Former US President Barrack Obama with co founder Charles Ogingo Image Credit: Answers Africa.
Kenya is a first in many a renewable energy innovation. The latest addition to this space is a solar-powered motorbike, a prototype of its kind in the transport sector. With the innovation of rural transportation interfacing with renewable energy, a lot of benefits are set to be realized in the rural transportation and trade sectors. Three University of Nairobi Mechanical Engineering graduates in Kenya have built a solar-conversion system christened the 'Ecotran', which captures solar energy, stores it in batteries which then is converted into electric energy and thus charges a motorcycle’s motor which propels the contraption.

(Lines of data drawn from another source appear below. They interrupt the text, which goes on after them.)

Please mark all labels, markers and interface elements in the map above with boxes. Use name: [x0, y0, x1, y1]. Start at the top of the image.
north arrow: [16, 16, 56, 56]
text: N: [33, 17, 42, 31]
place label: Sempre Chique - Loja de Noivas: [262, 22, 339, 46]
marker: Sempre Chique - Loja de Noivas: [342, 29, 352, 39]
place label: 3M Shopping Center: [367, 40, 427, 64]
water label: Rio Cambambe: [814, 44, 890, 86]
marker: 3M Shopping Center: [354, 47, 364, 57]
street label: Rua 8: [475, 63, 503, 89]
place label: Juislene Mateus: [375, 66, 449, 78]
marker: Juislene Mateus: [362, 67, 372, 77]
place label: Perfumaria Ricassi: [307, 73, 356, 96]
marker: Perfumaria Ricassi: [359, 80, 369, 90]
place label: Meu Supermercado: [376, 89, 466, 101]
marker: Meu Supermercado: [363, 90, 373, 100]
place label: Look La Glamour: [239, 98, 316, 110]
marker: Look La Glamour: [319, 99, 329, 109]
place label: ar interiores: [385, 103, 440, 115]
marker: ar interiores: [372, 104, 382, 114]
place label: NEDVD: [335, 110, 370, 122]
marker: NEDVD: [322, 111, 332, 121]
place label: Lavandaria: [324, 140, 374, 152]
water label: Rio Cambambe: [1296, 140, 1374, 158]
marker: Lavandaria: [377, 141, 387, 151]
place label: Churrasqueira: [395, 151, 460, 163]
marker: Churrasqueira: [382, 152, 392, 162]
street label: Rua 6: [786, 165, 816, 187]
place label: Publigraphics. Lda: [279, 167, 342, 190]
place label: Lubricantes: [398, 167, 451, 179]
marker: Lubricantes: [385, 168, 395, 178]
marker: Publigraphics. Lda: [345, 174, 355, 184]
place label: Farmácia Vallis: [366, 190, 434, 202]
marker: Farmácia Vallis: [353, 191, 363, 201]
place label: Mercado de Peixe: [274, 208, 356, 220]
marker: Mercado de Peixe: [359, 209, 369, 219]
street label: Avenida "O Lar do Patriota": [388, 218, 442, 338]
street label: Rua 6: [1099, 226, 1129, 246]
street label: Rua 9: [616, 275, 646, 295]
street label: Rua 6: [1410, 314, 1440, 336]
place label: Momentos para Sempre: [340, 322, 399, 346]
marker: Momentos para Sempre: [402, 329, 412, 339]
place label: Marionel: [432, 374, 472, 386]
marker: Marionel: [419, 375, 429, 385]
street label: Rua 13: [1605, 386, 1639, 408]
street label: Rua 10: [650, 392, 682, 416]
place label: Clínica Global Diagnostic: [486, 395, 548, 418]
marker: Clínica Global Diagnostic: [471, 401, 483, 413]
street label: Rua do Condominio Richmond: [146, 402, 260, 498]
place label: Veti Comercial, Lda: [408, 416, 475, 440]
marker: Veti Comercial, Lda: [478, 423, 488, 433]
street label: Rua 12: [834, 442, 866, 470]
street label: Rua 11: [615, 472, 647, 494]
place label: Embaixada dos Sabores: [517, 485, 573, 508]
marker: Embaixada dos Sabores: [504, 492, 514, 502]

The Kenyan informal transport industry is awash with riders or what is commonly referred to as “boda boda” which are predominantly found in the western region of the country, and would therefore benefit tremendously from this innovation in terms of reduced fuel expenditures. Motorcycles in their millions (In Nairobi alone, a 2013 study established that there are close to 2.25 million motorcycles, and of course that number has recalculated exponentially, and is expected to do so). In 2011, motorcycles constituted 70% of newly-registered automobiles by the Kenyan government, according to the World Health Organization (WHO). The western region is known for its lesser connectivity to the main grid, so this innovation is a promising one, according to the innovators. For an economy that is largely driven by the immense contribution of informal means of transportation such as the motorcycles which opens up the remotest rural places to the trading population.
How It Works
A fueling station of sorts which hosts 40 solar photovoltaic units, each with a sole capacity of 250 watts of electricity has been set up by the innovators. The energy from the units is stored in batteries before its transformation by powerful inverters into the alternating current (AC) used by the motorcycles. The small portable motorcycle battery when fully charged, can serve the rider for about 70 kilometers (40 miles), after which it must return to the station for recharging while another charged battery is fitted to the bike.
Like any other innovation, this novelty has its own challenges. One co-founder, a graduate of Mechanical Engineering, points out low acceleration and the performance challenge in a sloping topography as the only setback to this concept.
US Senator Chris Coons inspecting one of the solar powered motorbike taxi Image Credit: Chris Coons.
After a successful pilot of the technology on three locally bought motorcycles in Kisumu County two years ago, the innovators are scaling up the project, and powering 40 more bikes and counting. Two years ago, the innovation attracted a USD $100,000 syndicated award by the United States African Development Fund and Power Africa, for the project scale-up.
One cannot ignore the environmental benefits that accrue from this innovation, granted that it doesn’t use petrol. This innovation is set to cut down the air pollution greatly. Air pollution-related illnesses and deaths occasion an estimated economic loss of $15 million a year in Kenya, according to a 2014 study by the University of Nairobi. The study findings also estimate a 39% of air pollution in Kenya, occasioned by motor traffic.
Economically, at the personal level, one of the co-founders, who used to ride a conventionally-powered motorcycle taxi, said he used to make rake in $10 on a good day, but would spend about $3.5 on fuel alone, and an additional $3 on bike leasing fees from its owner. Currently, it costs him $1 to recharge the electric motorbike, which is more than 50% reduction in fuel costs.